To train such a model in practice, a two-stage proces is used. First, the wav2vec model alone is pre-trained in a self-supervised manner (using speech data only). Then, the classification layer is added and the whole model \{wav2vec+classifier\} is fine-tuned in a supervised manner (from speech+transcript data).

In the previous labs, we have used a whole model that was already pre-trained and fine-tuned for ASR. In this lab, we start from the pre-trained wav2vec model, and we reproduce the process of fine-tuning it for ASR. 

In [None]:
import torch
from torch import nn
from torch.utils.data import Dataset
import torchaudio
import IPython
import os
import fnmatch
import copy
import matplotlib.pyplot as plt
torch.random.manual_seed(0);

MAX_FILES = 100 # lower this number for processing a subset of the dataset

In [None]:
# Main dataset path - If needed, you can change it HERE but NOWHERE ELSE in the notebook!
data_dir = "../dataset/"

In [None]:
# Speech and transcripts sub-directories paths
data_speech_dir = os.path.join(data_dir, 'speech')
data_transc_dir = os.path.join(data_dir, 'transcription')

## Preparation

In [None]:
# Example file
audio_file = '61-70968-0001.wav'
audio_file_path = os.path.join(data_speech_dir, audio_file)
print(f"Audio file path: {audio_file_path}")

waveform, sr = torchaudio.load(audio_file_path, channels_first=True)
IPython.display.Audio(data=waveform, rate=sr)

In [None]:
# Function to load a transcript; the preprocessing here is a bit different than in previous labs (more convenient for training)
def get_true_transcript(transc_file_path):
    with open(transc_file_path, "r") as f:
        true_transcript = f.read()
    true_transcript = true_transcript.lower().replace(' ','|').replace('\n','')
    return true_transcript

# Load and display the true transcription
transc_file_path = os.path.join(data_transc_dir, audio_file.replace('wav', 'txt'))
true_transcript = get_true_transcript(transc_file_path)
print(true_transcript)

In [None]:
# We provide the list of labels (=characters) that can be found in the dataset
labels = ['-', '|', 'e', 't', 'a', 'o', 'n', 'i', 'h', 's', 'r', 'd', 'l', 'u', 'm',
          'w', 'c', 'f', 'g', 'y', 'p', 'b', 'v', 'k', "'", 'x', 'j', 'q', 'z']
n_labels = len(labels)

We need to transform the true transcript into a list of integers in order to feed it to a training loss function.
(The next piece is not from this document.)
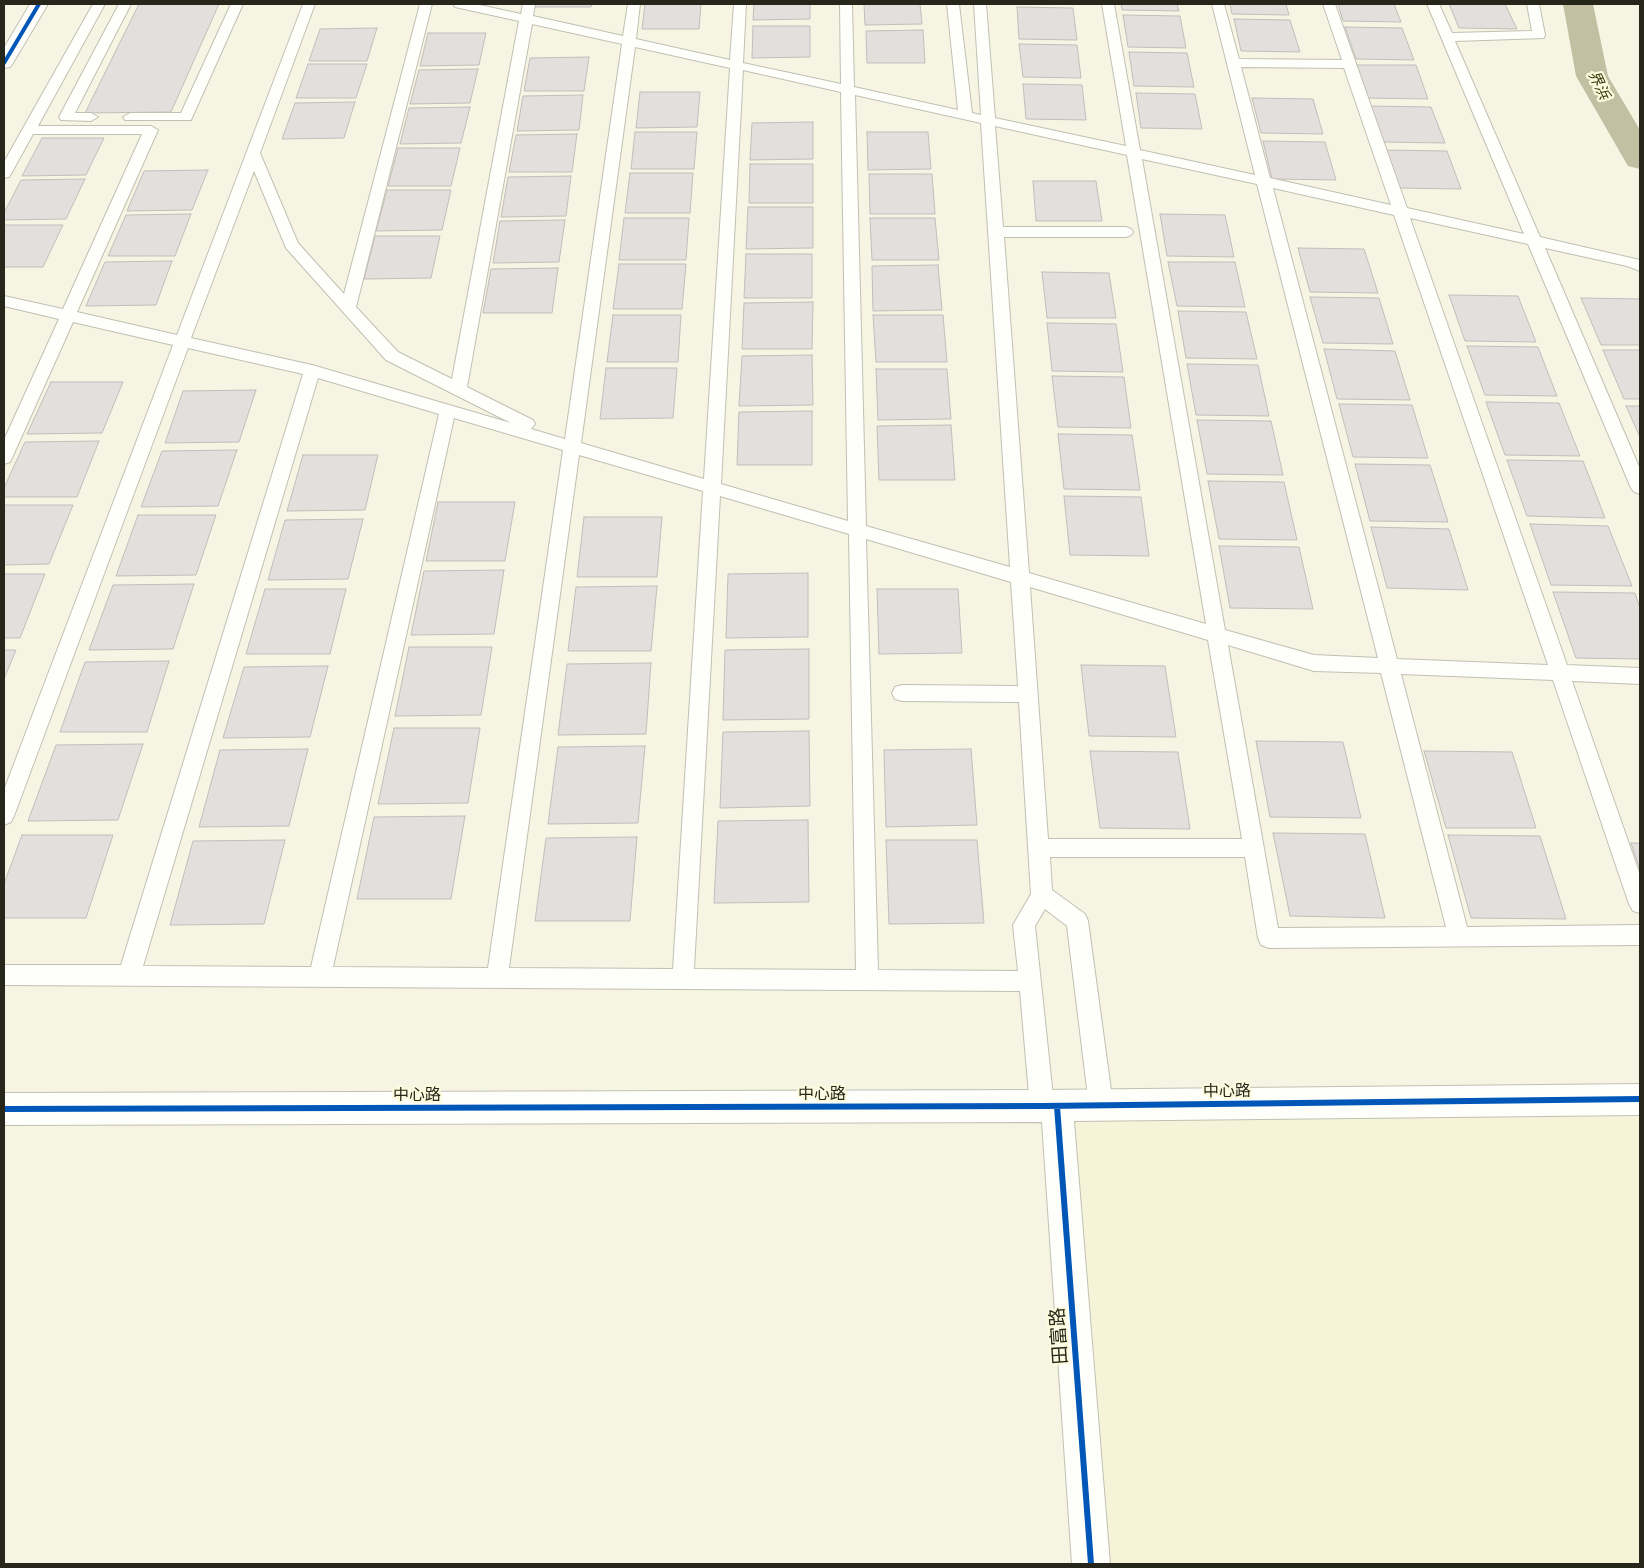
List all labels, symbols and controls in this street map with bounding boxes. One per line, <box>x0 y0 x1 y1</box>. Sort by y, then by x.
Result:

To that end, we define a dictionary `dico_labels` that maps each character in the list of possible labels to an integer (for instance, `dico_labels['e']=2` or `dico_labels['a']=4`).

In [None]:
# TODO: using the 'labels' list above, define this dictionary
dico_labels = {}
for index, element in enumerate(labels):
    dico_labels[element] = index

In [None]:
# Apply dico_labels to the true transcript, and build a tensor from it
target_indices = [dico_labels[c] for c in true_transcript]
target_indices = torch.tensor(target_indices, dtype=torch.long)
print(target_indices)

## Acoustic model

Torchaudio comprises many models whose pretrained weights can be loaded directly (the list can be found [here](https://pytorch.org/audio/stable/pipelines.html#id3)). Here we use `WAV2VEC2_BASE`, which is pre-trained on speech data, but not fine-tuned for ASR.

We can apply it to the waveform to compute the feature maps, which is a tensor of size `[1, time steps, feature dim]` (recall that `1` corresponds to the batch size).

In [None]:
# Load the acoustic model: here it's a Wav2vec that is not fine-tuned
model_name = 'WAV2VEC2_BASE'
bundle = getattr(torchaudio.pipelines, model_name)
wav2vec = bundle.get_model()

# Display model architecture
print(wav2vec)

In [None]:
# Compute the feature maps
with torch.inference_mode():
    features, _ = wav2vec(waveform)

print(features.shape)

<span style="color:red"> **Exercise 1**</span>. Complete the `Wav2vecASR` model class below. This model includes a wav2vec feature extractor (so it should be re-instaciated in the `__init__` method) and a linear classification layer that takes the feature maps and outputs log-probabilities per class (thus it has to use a [log softmax](https://pytorch.org/docs/stable/generated/torch.nn.LogSoftmax.html) activation after classification).

In [None]:
class Wav2vecASR(nn.Module):
    def __init__(self, output_size):
        super().__init__()

        self.wav2vec = getattr(torchaudio.pipelines, 'WAV2VEC2_BASE').get_model()
        self.feature_dim = self.wav2vec.encoder.feature_projection.projection.out_features
        #self.feature_dim = 768 #the easy way
        self.output_layer = nn.Linear(self.feature_dim, output_size)
    
    def forward(self, x):
        features, _ = self.wav2vec(x)
        emission = self.output_layer(features)
        emission = emission.log_softmax(dim=-1)
        return emission


In [None]:
# Instanciate the model
output_size = n_labels
model = Wav2vecASR(output_size)

In [None]:
# A function to count the number of trainable parameters
def count_tlearnable_params(model):
    return sum(p.numel() for p in model.parameters() if p.requires_grad)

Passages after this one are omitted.